Records for the task:
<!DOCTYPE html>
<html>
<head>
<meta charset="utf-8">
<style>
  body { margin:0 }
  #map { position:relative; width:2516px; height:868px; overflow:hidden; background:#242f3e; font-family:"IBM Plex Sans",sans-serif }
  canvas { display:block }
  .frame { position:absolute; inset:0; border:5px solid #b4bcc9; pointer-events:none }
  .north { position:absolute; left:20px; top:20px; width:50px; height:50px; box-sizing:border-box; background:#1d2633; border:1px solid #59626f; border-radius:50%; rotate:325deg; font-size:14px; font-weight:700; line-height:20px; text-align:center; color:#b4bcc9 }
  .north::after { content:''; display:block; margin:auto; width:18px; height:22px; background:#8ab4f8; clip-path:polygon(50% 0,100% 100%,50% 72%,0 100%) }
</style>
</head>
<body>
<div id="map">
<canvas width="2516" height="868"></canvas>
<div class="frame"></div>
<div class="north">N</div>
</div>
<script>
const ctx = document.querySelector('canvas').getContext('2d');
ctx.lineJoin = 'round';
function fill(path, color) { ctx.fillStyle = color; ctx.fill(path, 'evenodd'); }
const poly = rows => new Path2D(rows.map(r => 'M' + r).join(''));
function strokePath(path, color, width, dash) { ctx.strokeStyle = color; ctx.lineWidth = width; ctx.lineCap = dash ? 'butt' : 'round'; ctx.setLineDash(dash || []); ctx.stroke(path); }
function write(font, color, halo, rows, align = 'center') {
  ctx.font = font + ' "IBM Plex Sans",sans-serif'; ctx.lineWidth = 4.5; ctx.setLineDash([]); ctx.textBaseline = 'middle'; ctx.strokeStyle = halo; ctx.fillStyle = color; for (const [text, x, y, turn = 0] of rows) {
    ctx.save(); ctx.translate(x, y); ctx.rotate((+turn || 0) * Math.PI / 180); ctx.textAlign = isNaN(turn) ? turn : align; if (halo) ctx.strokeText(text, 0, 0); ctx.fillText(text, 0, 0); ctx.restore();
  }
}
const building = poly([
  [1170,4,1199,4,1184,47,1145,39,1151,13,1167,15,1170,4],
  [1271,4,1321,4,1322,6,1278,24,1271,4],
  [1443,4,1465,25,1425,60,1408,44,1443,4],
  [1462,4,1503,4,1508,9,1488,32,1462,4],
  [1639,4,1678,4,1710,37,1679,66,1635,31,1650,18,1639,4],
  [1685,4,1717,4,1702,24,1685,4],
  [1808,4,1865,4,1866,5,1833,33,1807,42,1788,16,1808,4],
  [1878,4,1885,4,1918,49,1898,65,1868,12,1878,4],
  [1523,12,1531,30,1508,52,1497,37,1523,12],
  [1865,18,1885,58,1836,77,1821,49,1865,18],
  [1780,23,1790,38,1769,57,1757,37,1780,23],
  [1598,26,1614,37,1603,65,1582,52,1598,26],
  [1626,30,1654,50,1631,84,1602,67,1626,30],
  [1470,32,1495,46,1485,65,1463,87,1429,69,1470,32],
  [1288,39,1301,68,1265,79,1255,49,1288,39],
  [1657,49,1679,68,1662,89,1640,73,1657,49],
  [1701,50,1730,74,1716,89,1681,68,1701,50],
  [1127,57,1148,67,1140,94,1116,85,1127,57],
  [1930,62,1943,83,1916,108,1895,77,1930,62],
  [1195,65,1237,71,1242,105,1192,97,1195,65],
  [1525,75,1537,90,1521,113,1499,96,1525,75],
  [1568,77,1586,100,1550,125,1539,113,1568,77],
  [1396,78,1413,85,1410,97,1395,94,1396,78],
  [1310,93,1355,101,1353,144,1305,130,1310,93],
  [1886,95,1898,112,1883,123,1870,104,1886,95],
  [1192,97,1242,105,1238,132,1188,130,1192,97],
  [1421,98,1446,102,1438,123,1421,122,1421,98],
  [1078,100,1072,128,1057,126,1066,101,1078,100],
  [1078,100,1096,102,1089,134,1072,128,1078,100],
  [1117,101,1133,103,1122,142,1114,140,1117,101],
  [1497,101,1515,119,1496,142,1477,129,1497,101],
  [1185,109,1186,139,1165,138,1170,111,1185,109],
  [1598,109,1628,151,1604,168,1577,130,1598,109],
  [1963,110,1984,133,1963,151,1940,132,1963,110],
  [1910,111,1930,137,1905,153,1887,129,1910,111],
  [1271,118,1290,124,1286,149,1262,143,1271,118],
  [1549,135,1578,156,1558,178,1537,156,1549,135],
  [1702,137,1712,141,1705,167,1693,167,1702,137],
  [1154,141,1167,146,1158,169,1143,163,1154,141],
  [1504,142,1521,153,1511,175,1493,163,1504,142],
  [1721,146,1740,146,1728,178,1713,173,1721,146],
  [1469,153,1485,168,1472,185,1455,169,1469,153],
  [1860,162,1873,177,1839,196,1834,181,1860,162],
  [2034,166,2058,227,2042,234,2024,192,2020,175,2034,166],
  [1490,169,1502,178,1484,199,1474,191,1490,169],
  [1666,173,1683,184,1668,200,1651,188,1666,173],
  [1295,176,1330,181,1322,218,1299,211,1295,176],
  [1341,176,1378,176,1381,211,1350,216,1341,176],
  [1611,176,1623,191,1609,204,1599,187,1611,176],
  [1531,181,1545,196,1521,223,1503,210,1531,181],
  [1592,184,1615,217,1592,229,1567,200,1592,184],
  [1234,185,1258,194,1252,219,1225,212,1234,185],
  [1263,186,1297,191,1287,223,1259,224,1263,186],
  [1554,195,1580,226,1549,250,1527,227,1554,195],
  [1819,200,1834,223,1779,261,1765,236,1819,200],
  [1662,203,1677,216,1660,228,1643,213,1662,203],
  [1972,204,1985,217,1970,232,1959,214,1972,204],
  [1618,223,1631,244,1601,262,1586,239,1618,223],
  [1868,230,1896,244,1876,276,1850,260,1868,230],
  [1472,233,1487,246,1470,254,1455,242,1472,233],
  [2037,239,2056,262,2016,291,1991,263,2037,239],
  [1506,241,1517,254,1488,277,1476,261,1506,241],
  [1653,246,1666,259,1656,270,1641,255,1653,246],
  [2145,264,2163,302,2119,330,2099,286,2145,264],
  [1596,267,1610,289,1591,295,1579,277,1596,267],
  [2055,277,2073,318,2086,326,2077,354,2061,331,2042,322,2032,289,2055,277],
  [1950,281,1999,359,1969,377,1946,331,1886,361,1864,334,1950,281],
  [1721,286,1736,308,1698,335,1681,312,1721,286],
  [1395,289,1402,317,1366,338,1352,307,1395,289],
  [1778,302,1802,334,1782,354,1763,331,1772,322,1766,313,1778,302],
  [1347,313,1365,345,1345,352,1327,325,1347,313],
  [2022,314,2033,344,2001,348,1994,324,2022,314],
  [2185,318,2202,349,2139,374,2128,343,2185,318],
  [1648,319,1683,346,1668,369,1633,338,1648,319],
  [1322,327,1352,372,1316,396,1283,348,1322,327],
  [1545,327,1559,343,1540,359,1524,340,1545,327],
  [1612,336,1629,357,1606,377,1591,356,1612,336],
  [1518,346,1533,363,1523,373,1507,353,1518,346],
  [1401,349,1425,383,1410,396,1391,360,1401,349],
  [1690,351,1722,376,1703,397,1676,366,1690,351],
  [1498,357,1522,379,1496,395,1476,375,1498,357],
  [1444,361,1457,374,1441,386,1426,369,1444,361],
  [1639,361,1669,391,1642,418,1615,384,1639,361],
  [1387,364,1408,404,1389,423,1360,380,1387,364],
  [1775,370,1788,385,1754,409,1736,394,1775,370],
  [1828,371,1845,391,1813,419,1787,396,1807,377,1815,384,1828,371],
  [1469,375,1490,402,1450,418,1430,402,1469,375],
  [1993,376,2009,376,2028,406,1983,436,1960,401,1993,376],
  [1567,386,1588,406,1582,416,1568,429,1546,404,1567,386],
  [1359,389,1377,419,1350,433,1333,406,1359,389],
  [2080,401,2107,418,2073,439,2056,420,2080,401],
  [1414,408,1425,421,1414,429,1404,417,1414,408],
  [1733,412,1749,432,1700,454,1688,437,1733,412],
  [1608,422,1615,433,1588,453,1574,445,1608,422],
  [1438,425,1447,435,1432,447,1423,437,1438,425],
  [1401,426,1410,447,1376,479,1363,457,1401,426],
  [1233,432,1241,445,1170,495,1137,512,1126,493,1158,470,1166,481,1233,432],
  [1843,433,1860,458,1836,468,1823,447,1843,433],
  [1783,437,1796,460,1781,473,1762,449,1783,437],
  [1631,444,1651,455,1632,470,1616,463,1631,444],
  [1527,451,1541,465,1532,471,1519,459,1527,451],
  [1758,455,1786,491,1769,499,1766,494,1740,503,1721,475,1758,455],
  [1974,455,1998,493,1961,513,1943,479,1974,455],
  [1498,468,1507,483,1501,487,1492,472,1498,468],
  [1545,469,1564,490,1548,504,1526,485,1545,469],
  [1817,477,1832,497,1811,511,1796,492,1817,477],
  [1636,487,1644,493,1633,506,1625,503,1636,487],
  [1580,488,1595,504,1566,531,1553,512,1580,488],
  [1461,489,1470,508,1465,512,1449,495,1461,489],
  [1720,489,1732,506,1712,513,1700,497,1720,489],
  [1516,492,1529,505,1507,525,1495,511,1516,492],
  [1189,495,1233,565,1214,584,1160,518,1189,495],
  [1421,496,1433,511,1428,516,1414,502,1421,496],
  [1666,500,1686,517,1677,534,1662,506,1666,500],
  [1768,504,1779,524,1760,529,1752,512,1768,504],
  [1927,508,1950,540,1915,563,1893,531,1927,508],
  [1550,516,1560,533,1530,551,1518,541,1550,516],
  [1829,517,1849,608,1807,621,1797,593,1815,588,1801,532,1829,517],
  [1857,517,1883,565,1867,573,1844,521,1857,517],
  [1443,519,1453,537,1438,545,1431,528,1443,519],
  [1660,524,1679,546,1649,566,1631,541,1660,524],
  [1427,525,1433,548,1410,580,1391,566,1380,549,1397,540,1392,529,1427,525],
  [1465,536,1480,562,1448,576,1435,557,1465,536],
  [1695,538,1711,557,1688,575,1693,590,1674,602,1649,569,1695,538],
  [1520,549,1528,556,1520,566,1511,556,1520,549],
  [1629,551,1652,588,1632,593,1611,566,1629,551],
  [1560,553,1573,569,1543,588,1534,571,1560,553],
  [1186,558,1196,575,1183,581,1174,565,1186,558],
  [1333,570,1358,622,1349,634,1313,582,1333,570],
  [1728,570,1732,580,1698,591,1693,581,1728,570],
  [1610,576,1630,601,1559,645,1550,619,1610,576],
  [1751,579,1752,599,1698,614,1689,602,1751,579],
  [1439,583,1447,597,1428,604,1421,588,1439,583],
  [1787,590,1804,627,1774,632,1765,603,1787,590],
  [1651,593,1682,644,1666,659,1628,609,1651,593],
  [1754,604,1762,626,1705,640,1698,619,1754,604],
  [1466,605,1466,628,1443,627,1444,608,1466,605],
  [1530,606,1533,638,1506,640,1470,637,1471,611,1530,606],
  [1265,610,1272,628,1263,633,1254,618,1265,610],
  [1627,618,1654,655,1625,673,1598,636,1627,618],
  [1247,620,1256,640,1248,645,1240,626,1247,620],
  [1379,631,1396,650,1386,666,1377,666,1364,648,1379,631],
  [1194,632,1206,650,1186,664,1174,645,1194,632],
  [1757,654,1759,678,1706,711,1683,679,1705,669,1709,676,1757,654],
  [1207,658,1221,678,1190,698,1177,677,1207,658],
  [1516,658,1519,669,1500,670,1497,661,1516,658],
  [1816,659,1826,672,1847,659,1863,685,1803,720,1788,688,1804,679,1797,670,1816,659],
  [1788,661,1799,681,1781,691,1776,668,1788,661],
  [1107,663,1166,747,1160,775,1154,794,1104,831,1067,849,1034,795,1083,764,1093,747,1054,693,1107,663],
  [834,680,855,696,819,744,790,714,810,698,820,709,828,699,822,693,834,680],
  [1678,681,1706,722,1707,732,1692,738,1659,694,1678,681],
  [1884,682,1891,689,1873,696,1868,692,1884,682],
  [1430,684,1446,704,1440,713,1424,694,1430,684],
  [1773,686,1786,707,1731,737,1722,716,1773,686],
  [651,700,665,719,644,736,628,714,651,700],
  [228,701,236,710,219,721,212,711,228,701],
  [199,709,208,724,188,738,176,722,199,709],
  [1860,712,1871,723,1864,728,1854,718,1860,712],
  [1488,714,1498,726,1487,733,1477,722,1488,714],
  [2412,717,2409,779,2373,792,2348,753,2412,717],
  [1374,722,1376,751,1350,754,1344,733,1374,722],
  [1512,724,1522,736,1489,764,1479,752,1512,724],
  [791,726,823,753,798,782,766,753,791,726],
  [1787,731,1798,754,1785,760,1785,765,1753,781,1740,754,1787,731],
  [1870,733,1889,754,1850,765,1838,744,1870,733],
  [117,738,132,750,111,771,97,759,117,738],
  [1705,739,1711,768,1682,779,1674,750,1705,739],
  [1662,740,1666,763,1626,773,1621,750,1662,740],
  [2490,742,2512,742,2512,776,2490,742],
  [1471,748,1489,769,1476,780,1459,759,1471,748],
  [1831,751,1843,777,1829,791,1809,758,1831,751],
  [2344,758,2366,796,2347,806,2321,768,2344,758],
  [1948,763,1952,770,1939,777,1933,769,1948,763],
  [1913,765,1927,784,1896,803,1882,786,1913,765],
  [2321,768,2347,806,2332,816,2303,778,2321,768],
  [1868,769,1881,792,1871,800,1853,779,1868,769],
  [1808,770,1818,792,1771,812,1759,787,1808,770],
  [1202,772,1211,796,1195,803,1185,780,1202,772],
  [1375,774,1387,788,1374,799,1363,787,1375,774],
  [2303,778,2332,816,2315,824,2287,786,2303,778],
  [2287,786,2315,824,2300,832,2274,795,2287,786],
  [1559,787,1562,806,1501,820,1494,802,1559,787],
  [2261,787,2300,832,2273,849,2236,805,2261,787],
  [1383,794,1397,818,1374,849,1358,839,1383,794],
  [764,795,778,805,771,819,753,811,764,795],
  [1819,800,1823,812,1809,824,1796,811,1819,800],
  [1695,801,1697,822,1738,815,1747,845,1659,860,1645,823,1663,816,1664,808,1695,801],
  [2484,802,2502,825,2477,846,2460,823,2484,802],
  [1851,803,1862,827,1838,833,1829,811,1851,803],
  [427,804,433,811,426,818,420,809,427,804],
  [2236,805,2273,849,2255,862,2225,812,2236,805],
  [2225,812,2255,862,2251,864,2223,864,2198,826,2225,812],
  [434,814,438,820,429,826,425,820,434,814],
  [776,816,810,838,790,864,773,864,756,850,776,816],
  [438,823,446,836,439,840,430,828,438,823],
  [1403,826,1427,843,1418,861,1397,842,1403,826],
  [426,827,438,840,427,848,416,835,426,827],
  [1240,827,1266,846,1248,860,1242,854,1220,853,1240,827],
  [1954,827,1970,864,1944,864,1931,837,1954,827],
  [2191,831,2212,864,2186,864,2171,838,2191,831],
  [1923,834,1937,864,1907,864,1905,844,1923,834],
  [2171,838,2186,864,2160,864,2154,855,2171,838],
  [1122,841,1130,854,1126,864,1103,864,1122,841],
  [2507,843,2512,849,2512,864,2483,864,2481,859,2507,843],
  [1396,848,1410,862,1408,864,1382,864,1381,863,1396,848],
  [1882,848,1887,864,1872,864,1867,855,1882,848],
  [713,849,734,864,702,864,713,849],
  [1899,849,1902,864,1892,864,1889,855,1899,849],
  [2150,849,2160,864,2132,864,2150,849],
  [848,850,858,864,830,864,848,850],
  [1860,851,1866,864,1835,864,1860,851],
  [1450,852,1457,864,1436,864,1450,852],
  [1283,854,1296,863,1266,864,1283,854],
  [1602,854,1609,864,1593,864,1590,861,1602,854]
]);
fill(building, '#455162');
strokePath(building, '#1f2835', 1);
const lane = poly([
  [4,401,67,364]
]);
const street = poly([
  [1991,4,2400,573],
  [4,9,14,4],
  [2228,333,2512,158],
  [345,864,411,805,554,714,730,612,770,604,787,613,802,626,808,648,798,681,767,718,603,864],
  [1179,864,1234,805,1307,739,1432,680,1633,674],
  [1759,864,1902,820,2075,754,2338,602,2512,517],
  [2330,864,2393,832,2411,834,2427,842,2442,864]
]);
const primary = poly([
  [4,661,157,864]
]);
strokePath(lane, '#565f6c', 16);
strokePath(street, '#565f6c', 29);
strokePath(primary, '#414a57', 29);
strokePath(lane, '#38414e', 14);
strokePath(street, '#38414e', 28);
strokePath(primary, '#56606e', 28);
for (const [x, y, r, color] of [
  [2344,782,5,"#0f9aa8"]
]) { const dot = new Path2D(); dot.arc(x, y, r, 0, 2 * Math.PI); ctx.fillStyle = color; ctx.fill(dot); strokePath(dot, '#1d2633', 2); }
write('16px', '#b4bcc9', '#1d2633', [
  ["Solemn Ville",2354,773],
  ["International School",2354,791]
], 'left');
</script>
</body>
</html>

Problem to work on: The entries above hold a line with "position:absolute; inset:0; border:5px" and a later line with "function strokePath(path, color, width, dash)". Write out exactly those lines and all lines between, nothing more.

Result:
  .frame { position:absolute; inset:0; border:5px solid #b4bcc9; pointer-events:none }
  .north { position:absolute; left:20px; top:20px; width:50px; height:50px; box-sizing:border-box; background:#1d2633; border:1px solid #59626f; border-radius:50%; rotate:325deg; font-size:14px; font-weight:700; line-height:20px; text-align:center; color:#b4bcc9 }
  .north::after { content:''; display:block; margin:auto; width:18px; height:22px; background:#8ab4f8; clip-path:polygon(50% 0,100% 100%,50% 72%,0 100%) }
</style>
</head>
<body>
<div id="map">
<canvas width="2516" height="868"></canvas>
<div class="frame"></div>
<div class="north">N</div>
</div>
<script>
const ctx = document.querySelector('canvas').getContext('2d');
ctx.lineJoin = 'round';
function fill(path, color) { ctx.fillStyle = color; ctx.fill(path, 'evenodd'); }
const poly = rows => new Path2D(rows.map(r => 'M' + r).join(''));
function strokePath(path, color, width, dash) { ctx.strokeStyle = color; ctx.lineWidth = width; ctx.lineCap = dash ? 'butt' : 'round'; ctx.setLineDash(dash || []); ctx.stroke(path); }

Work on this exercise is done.